● **ASSIGNED TASK**
Would you transcribe the data word for word?

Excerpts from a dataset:
******************************

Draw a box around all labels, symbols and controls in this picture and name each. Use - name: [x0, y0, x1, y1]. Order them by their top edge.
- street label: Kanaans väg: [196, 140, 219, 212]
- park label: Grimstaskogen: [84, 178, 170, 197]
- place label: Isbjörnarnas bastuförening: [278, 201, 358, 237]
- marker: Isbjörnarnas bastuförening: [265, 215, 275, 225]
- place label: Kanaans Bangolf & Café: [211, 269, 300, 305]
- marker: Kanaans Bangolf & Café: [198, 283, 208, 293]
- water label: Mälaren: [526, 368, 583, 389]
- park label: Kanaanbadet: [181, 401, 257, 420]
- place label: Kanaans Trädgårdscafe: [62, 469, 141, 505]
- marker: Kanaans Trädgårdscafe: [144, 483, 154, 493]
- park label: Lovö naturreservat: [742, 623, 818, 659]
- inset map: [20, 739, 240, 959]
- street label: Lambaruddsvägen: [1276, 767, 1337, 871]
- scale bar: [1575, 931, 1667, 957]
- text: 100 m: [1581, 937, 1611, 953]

******************************

● **TASK RESPONSE**
Draw a box around all labels, symbols and controls in this picture and name each. Use - name: [x0, y0, x1, y1]. Order them by their top edge.
- street label: Kanaans väg: [196, 140, 219, 212]
- park label: Grimstaskogen: [84, 178, 170, 197]
- place label: Isbjörnarnas bastuförening: [278, 201, 358, 237]
- marker: Isbjörnarnas bastuförening: [265, 215, 275, 225]
- place label: Kanaans Bangolf & Café: [211, 269, 300, 305]
- marker: Kanaans Bangolf & Café: [198, 283, 208, 293]
- water label: Mälaren: [526, 368, 583, 389]
- park label: Kanaanbadet: [181, 401, 257, 420]
- place label: Kanaans Trädgårdscafe: [62, 469, 141, 505]
- marker: Kanaans Trädgårdscafe: [144, 483, 154, 493]
- park label: Lovö naturreservat: [742, 623, 818, 659]
- inset map: [20, 739, 240, 959]
- street label: Lambaruddsvägen: [1276, 767, 1337, 871]
- scale bar: [1575, 931, 1667, 957]
- text: 100 m: [1581, 937, 1611, 953]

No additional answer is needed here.